There are various forms of supplemental magnesium that play specific roles and impart specific functions in the body depending on a condition or need. For example, magnesium citrate is commonly used as a stool softener for those who may face chronic constipation or IBS-C; too much may cause diarrhea. Magnesium glycinate is an easily absorbable form that may be helpful for general muscle cramping and fatigue. Both of these forms of magnesium are more bioavailable than the oxide and sulfate forms.
Magnesium Threonate and Brain Health
This article’s aim is to explain the roles and benefits of magnesium L-threonate, a chelated magnesium mineral bound to threonic acid, for promoting mental health and cognitive function. Magnesium L-threonate is a superior form of magnesium at passing through the blood-brain-barrier, as it is able to transport Mg ions across the lipid membranes of brain cells. Magnesium ions regulate calcium ion flow in neuronal calcium channels, helping to regulate neuronal nitric oxide (NO) production. In cases of magnesium deficiency, neuronal requirements for magnesium may not be met, causing neuronal damage, which could manifest as memory loss, depression, anxiety and more. Growing evidence suggests that magnesium plays an essential role in neurological conditions, and magnesium L-threonate is a preferred option.
Clincally-supported evidence from both human and animal studies shows that supplemental magnesium L-threonate (MgT) is an effective micronutrient for improving working, attention and episodic memory, executive cognitive function, and reducing overall stress and anxiety. In an animal model of chronic neuropathic pain, oral MgT administration for 2 weeks prevented and restored short-term memory deficits associated with neuropathic pain by regulating TNF-𝜶 expression in the hippocampus and reversing N-methyl-D-aspartic acid (NMDA) receptor dysfunction. A study published in Neuropsychiatric Disease & Treatment demonstrated MgT therapy to significantly increase magnesium concentrations in the cerebrospinal fluid, attenuating dopamine neuronal loss and motor deficits in an animal model of Parkinson’s disease. Furthermore, in aging Alzheimer’s-diseased mice, MgT in combination with environmental enrichment synergistically improved spatial memory and recognition via restoring the NMDA signaling pathway and hippocampal synaptic plasticity. Compared with magnesium chloride and magnesium sulphate, MgT more significantly decreased depression-related behaviors by bolstering cholinergic pathways and dampening oxidative burden in healthy animal models. In the Journal of Cellular Physiology, long-term (12 month) MgT supplementation potentiated neural stem cell proliferation within the hippocampus of young and aged mice.

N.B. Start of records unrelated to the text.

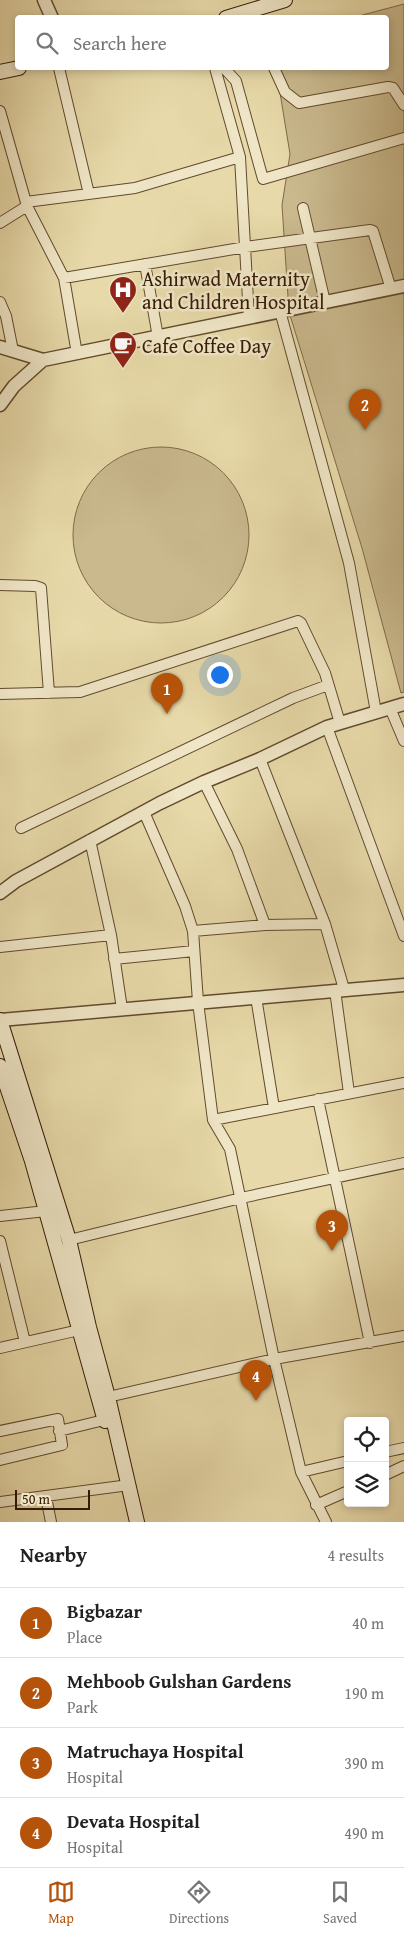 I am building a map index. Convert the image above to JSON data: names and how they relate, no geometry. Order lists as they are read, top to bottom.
{
  "places": {
    "hospital": ["Ashirwad Maternity and Children Hospital"],
    "cafe": ["Cafe Coffee Day"]
  },
  "scale_bar": "50 m",
  "page": {
    "search": "Search here",
    "pins": [
      "2",
      "1",
      "3",
      "4"
    ],
    "scale": "50 m",
    "heading": ["Nearby", "4 results"],
    "list": [
      {
        "mark": "1",
        "name": "Bigbazar",
        "note": "Place",
        "value": "40 m"
      },
      {
        "mark": "2",
        "name": "Mehboob Gulshan Gardens",
        "note": "Park",
        "value": "190 m"
      },
      {
        "mark": "3",
        "name": "Matruchaya Hospital",
        "note": "Hospital",
        "value": "390 m"
      },
      {
        "mark": "4",
        "name": "Devata Hospital",
        "note": "Hospital",
        "value": "490 m"
      }
    ],
    "nav": ["Map", "Directions", "Saved"]
  }
} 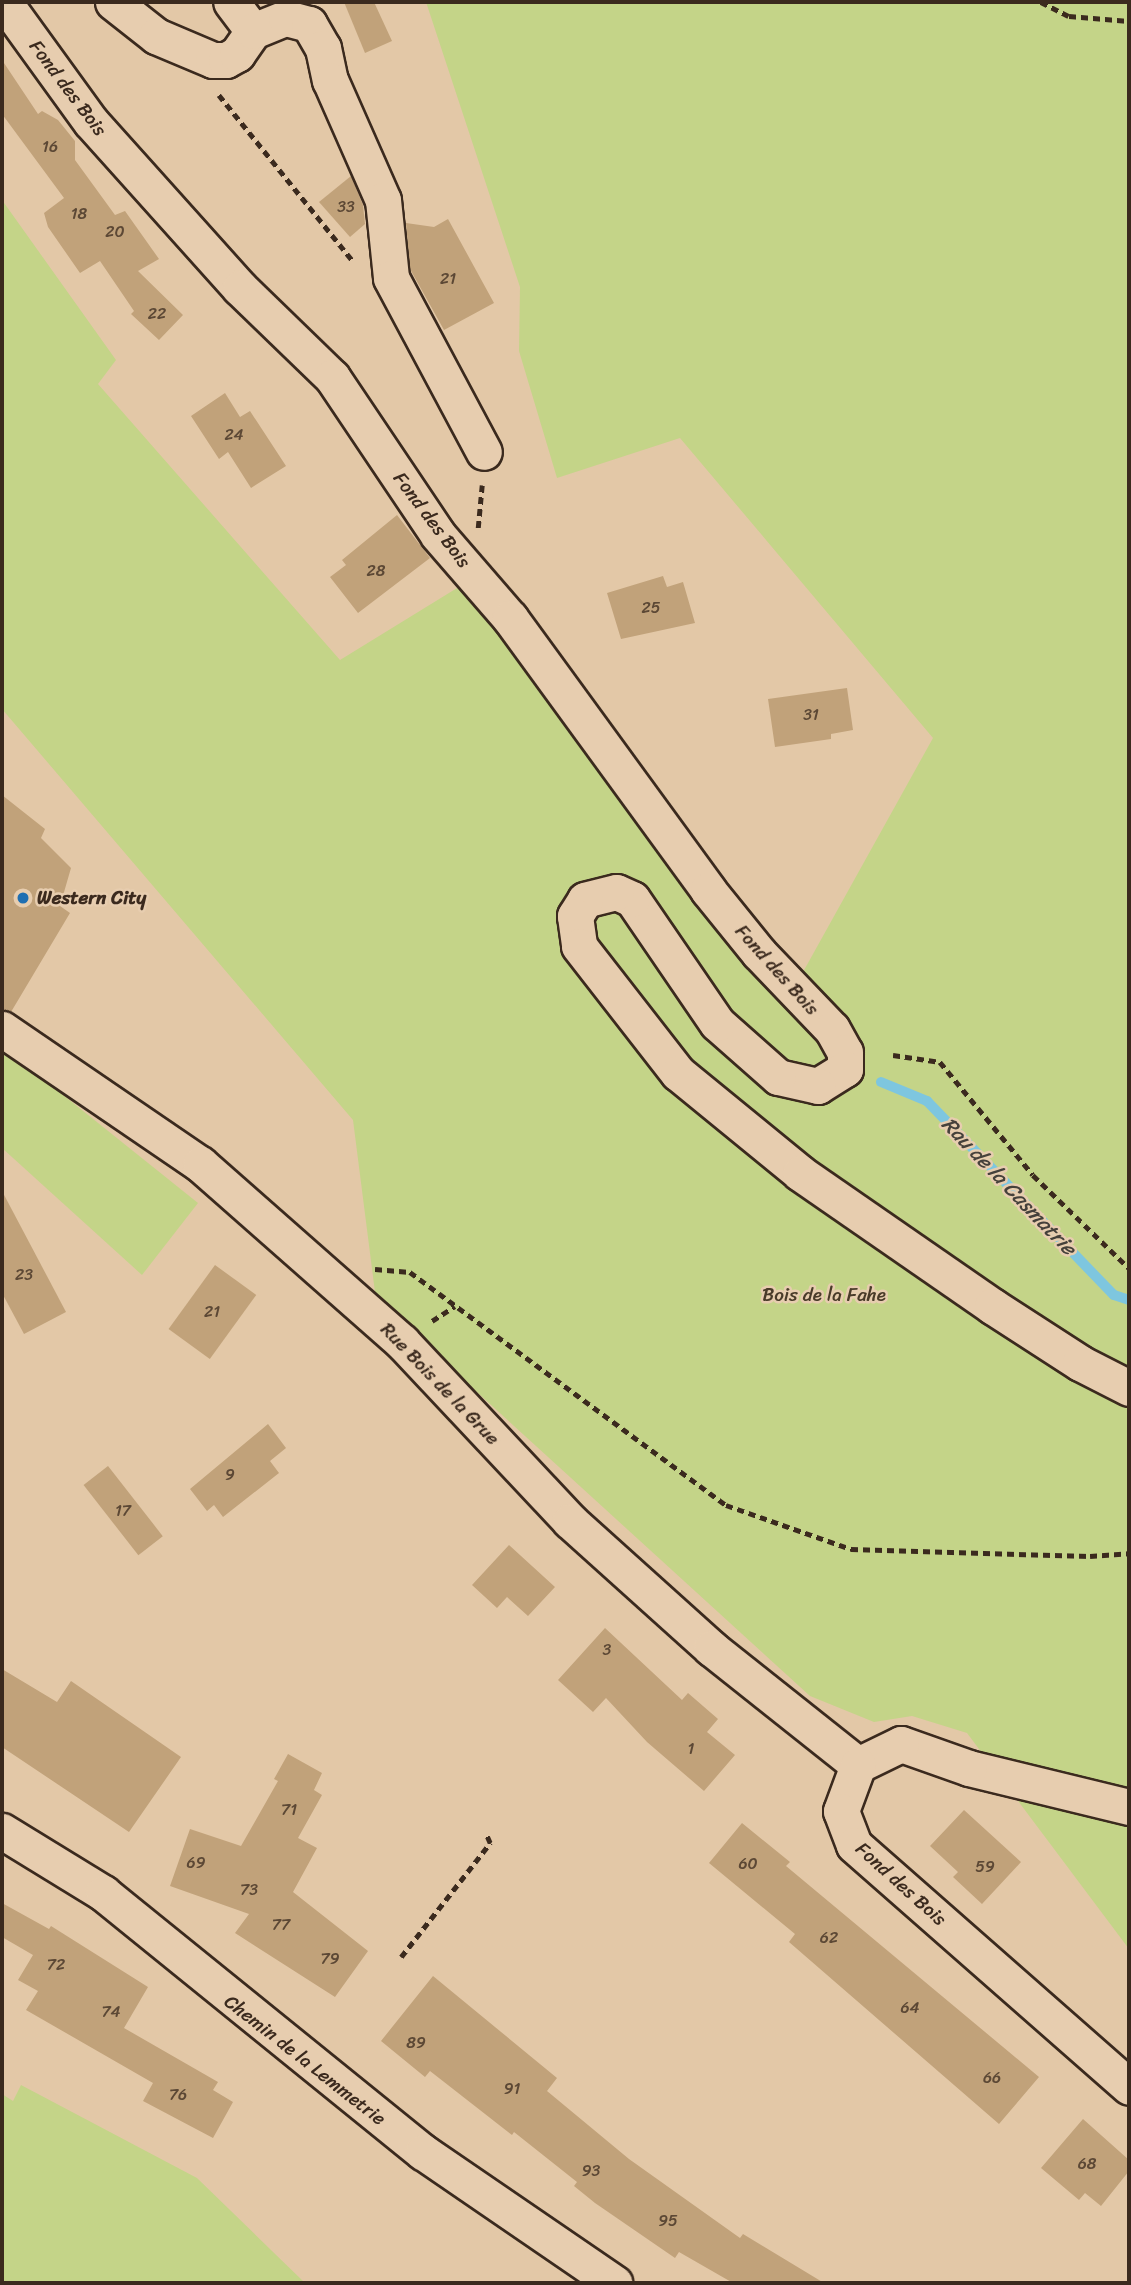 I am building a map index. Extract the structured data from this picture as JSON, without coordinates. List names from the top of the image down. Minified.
{"streets":{"street":["Fond des Bois","Rue Bois de la Grue","Chemin de la Lemmetrie"]},"crossings":[["Fond des Bois","Rue Bois de la Grue"]],"water":["Rau de la Casmatrie"],"parks":["Bois de la Fahe"],"places":["Western City"],"house_numbers":["16","33","18","20","21","22","24","28","25","31","23","21","9","17","3","1","71","69","60","59","73","77","62","79","72","64","74","89","66","91","76","68","93","95"]} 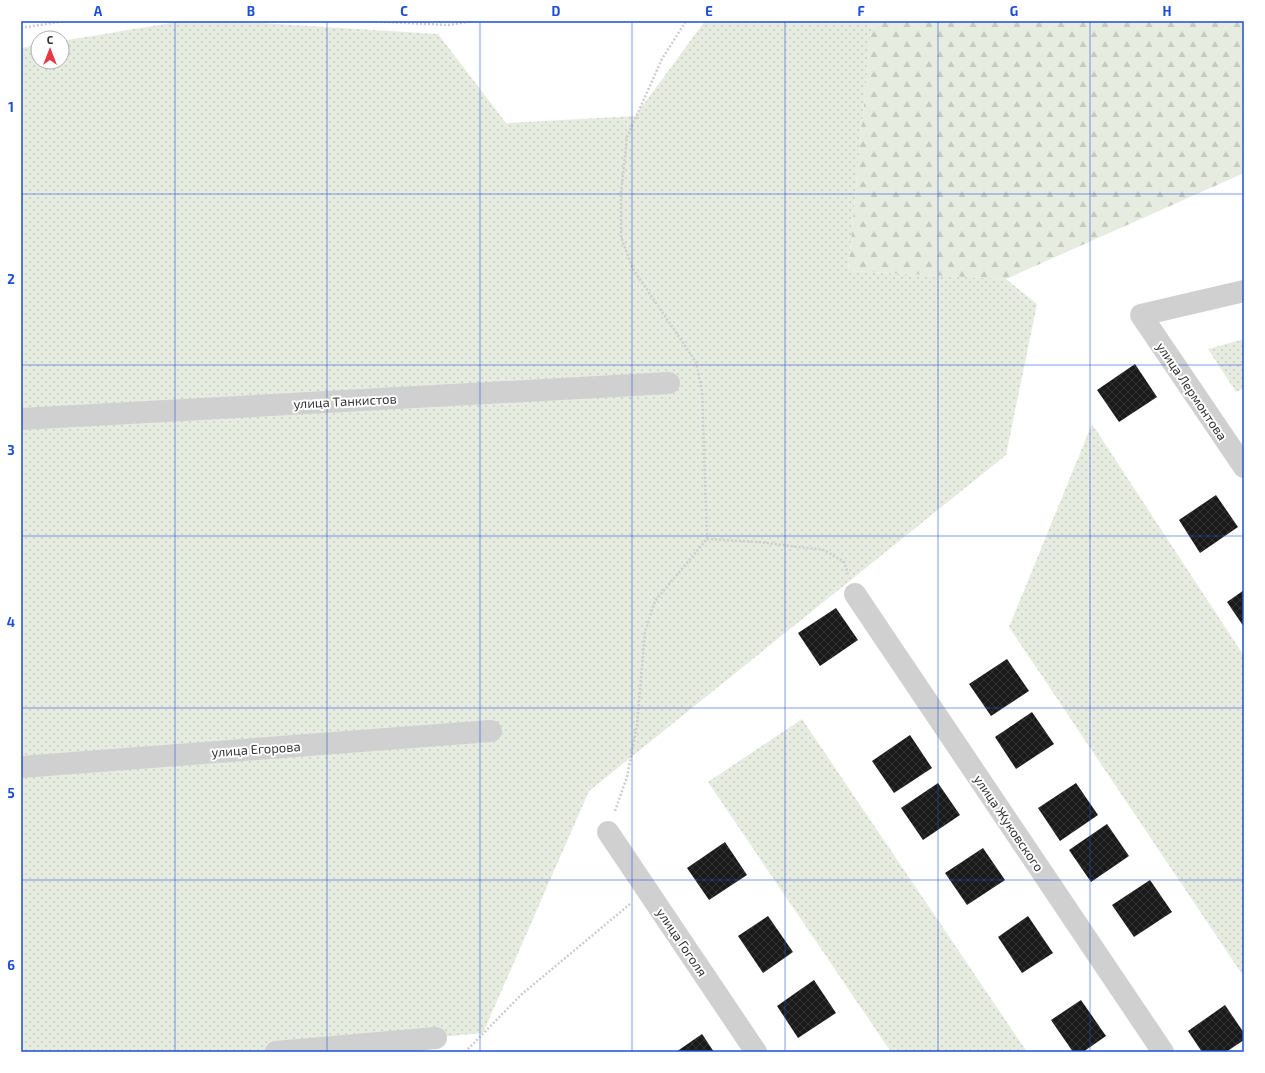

Magnesium in Clinical Practice
Magnesium is abundant in both plant and animal-based foods. Pumpkin seeds (or pepitas), spinach, Swiss chard, and beet greens are excellent sources, while seeds, nuts, and legumes such as soybeans, sesame seeds, black beans, cashews, and sunflower seeds are very good sources. For patients who do not consume sufficient amounts of these foods, such as those who follow a standard American diet full of processed and refined foods (only 16% of magnesium found in whole wheat remains in refined flour), magnesium threonate supplementation may be necessary to replete magnesium insufficiency, especially in the presence of a declined neurocognitive state and related symptoms. Magnesium can be further depleted by stress, excessive alcohol intake, and certain medications; therefore addressing these factors (in addition to proper supplementation) is critical in order to help increase magnesium levels within the brain and body for helping to prevent disease onset and/or delay progression.